Un altro esempio. Tra i pochissimi obiettivi su cui in questa campagna elettorale sembra si sia realizzata la quasi unanimità c’è quello delle nozze gay, preludio logico all’adozione di bambini da parte delle coppie che così si sono costituite. Da quando la sinistra è rimasta orfana di Marx, ha puntato tutto, a partire da Zapatero per finire con Hollande e con inostri ex comunisti, sull’ideologia esattamente opposta al socialismo, quella liberale. Il problema, a quanto pare, non sono più le ingiustizie sociali, la miseria dei poveri, lo sfruttamento degli operai, ma la tutela del diritto di ogni singolo di fare quello che desidera, prescindendo dal bene della comunità come tale, anzi identificando questo bene proprio con la garanzia del suddetto diritto. Così, in Italia, una sinistra che non si è mai strenuamente battuta contro l’evasione fiscale, contro i super-stipendi e le super-pensioni (a tirare fuori lo scandalo di questi privilegi è stato il governo di Monti, un bocconiano!), che non ha avuto nulla da obiettare al “metodo Marchionne”, e che ora è timidissima sul tema tasse, promette, in caso di vittoria, di far trionfare la civiltà introducendo il matrimonio degli omosessuali (e, come dice Vendola e come conferma l’esempio francese, preparando la legalizzazione delle adozioni).
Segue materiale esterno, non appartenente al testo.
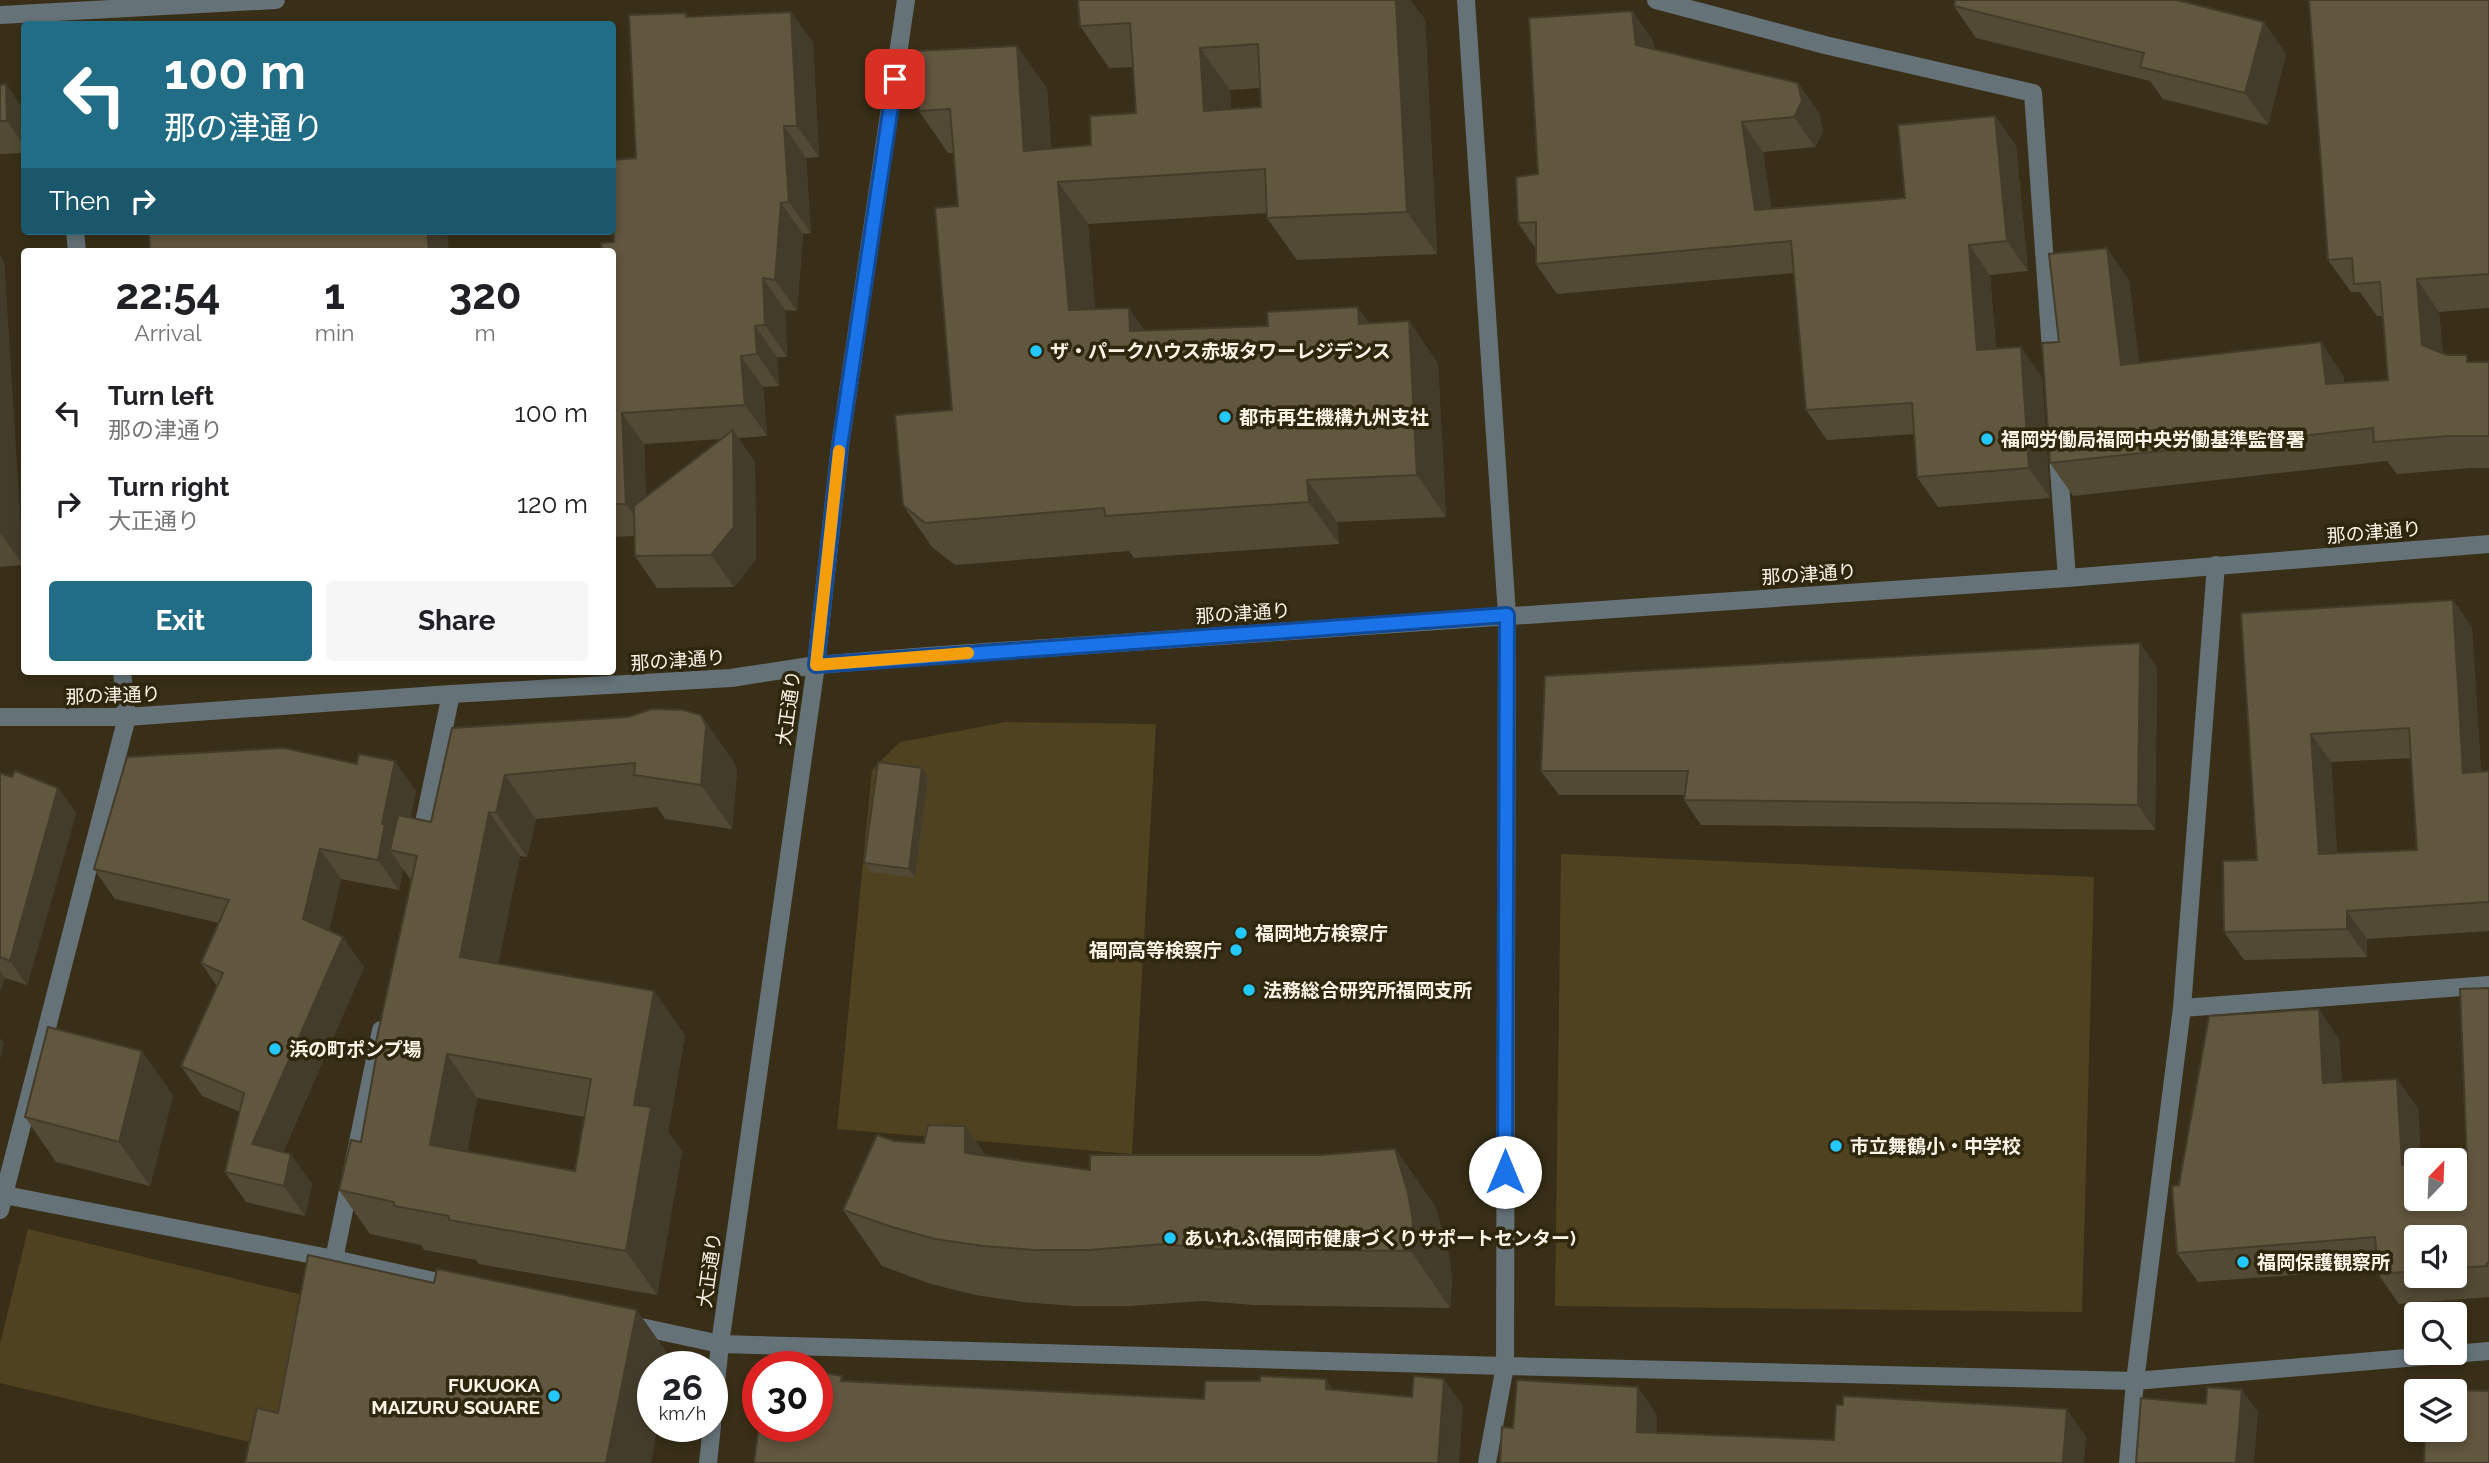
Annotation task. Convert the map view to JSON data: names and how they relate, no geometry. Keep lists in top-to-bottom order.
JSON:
{
  "streets": {
    "street": ["那の津通り", "大正通り"]
  },
  "crossings": [
    ["那の津通り", "大正通り"]
  ],
  "places": [
    "ザ・パークハウス赤坂タワーレジデンス",
    "都市再生機構九州支社",
    "福岡労働局福岡中央労働基準監督署",
    "福岡地方検察庁",
    "福岡高等検察庁",
    "法務総合研究所福岡支所",
    "浜の町ポンプ場",
    "市立舞鶴小・中学校",
    "あいれふ(福岡市健康づくりサポートセンター)",
    "福岡保護観察所",
    "FUKUOKA MAIZURU SQUARE"
  ],
  "north": "top right",
  "page": {
    "turn": ["100 m", "那の津通り"],
    "then": "Then",
    "eta": [
      "22:54",
      "Arrival",
      "1",
      "min",
      "320",
      "m"
    ],
    "list": [
      {
        "name": "Turn left",
        "note": "那の津通り",
        "value": "100 m"
      },
      {
        "name": "Turn right",
        "note": "大正通り",
        "value": "120 m"
      }
    ],
    "buttons": ["Exit", "Share"],
    "speed": "26 km/h",
    "limit": "30"
  }
}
Agli omossessuali, per cui va tutto il mio rispetto, la società deve certamente un risarcimento morale per le umiliazioni e l’emarginazione a cui per secoli li ha sottoposti. Deve inoltre garantire quei diritti che derivano dalla loro unione (permessi al partner in caso di malattia di uno dei due, pensione, etc.). Quello che non deve loro, come non lo deve a nessun altro, omo o etero che sia, è il soddisfacimento dei loro desideri quando questi contrastano con il bene di altri soggetti, in questo caso dei bambini adottati. Stupisce che oggi sia considerato “progressivo” e addirittura “di sinistra” ignorare la lezione di Freud sul ruolo della differenza sessuale nella genitorialità. Che poi alla scienza si contrapponga trionfalmente l’ideologia libertaria, magari “confermata” dalla testimonianza spicciola di psicologi improvvisati che garantiscono l’assoluta normalità dei figli di coppie gay, questo rientra nella logica della stregoneria imperante. E chi si oppone, è matto o reazionario.
Dovendomi identificare con una di queste due categorie, sia nel primo che nel secondo esempio di cui ho parlato, si può ben capire perché non sono felice.